- Action item: Please write out the final portion of the records below exactly: the line containing "Task: What data", every line after it, and nothing else.

- Data extracted from a collection:
● ● ● ● ●

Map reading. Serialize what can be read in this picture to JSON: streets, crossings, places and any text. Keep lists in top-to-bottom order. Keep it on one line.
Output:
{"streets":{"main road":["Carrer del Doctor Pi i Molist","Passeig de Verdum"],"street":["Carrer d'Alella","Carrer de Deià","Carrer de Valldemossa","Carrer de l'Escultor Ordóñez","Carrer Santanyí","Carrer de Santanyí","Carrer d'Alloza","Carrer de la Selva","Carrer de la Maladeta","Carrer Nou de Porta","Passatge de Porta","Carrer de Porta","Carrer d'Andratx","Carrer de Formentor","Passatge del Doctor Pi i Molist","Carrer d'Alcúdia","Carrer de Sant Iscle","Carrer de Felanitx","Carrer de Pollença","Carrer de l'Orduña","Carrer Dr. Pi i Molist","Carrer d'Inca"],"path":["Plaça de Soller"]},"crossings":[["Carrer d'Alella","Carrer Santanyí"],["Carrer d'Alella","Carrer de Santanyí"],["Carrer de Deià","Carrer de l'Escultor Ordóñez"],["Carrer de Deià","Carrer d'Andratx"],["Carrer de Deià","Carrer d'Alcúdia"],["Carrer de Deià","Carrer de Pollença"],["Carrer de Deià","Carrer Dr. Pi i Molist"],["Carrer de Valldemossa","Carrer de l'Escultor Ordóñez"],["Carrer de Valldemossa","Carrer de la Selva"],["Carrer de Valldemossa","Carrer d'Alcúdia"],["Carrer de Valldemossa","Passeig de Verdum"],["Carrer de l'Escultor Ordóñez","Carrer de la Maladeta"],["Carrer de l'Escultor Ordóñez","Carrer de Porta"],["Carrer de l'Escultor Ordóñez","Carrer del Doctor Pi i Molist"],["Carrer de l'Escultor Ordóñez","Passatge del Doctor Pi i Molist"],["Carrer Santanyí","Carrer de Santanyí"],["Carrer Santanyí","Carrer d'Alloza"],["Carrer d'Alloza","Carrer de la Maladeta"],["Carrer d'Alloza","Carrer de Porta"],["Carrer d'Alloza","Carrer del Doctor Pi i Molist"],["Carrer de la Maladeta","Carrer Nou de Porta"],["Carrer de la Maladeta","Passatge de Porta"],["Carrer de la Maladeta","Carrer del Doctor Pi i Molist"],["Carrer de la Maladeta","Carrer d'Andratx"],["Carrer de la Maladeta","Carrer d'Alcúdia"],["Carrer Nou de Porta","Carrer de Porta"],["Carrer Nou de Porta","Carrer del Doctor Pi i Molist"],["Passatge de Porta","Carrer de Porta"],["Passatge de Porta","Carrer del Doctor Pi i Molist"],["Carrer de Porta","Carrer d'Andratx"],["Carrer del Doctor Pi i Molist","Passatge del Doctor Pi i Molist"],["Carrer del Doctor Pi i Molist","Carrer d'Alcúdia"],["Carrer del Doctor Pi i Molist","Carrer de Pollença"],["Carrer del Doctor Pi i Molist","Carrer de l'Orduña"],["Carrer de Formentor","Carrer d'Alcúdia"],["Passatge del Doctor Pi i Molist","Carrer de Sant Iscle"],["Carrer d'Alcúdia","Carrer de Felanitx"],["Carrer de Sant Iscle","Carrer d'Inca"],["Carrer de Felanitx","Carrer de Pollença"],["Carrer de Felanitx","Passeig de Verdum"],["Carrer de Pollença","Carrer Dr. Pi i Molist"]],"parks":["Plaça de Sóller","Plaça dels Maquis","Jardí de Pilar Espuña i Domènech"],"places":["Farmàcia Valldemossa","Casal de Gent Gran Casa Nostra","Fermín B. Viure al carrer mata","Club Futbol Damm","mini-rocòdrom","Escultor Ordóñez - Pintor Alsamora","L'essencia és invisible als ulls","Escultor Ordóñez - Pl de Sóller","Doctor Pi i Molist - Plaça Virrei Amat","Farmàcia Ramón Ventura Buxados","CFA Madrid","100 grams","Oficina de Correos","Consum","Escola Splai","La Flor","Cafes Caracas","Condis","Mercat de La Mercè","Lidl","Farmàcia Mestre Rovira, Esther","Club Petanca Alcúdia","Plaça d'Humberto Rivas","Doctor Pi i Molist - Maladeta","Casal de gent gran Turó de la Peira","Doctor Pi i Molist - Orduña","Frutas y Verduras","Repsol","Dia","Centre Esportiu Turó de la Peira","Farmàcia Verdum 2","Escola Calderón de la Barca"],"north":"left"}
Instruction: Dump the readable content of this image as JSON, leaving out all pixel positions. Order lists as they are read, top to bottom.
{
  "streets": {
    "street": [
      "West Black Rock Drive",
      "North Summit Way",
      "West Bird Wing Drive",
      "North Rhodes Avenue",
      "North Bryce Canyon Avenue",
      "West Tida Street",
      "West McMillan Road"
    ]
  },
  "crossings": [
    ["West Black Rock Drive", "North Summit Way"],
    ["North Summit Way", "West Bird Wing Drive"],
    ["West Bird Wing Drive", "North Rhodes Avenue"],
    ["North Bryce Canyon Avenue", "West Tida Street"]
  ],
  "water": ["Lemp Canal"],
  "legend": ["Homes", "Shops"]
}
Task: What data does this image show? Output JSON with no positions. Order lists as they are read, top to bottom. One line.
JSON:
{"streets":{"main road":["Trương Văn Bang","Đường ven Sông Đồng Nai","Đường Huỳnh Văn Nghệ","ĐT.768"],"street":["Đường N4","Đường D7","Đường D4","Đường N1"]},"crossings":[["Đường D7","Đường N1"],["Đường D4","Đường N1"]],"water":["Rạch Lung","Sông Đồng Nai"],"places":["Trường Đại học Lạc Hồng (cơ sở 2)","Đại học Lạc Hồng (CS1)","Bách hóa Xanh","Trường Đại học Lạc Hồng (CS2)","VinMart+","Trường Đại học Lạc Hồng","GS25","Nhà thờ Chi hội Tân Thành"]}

● ● ● ● ●

- Result of this task:
Task: What data does this image show? Output JSON with no positions. Order lists as they are read, top to bottom. One line.
JSON:
{"streets":{"main road":["Trương Văn Bang","Đường ven Sông Đồng Nai","Đường Huỳnh Văn Nghệ","ĐT.768"],"street":["Đường N4","Đường D7","Đường D4","Đường N1"]},"crossings":[["Đường D7","Đường N1"],["Đường D4","Đường N1"]],"water":["Rạch Lung","Sông Đồng Nai"],"places":["Trường Đại học Lạc Hồng (cơ sở 2)","Đại học Lạc Hồng (CS1)","Bách hóa Xanh","Trường Đại học Lạc Hồng (CS2)","VinMart+","Trường Đại học Lạc Hồng","GS25","Nhà thờ Chi hội Tân Thành"]}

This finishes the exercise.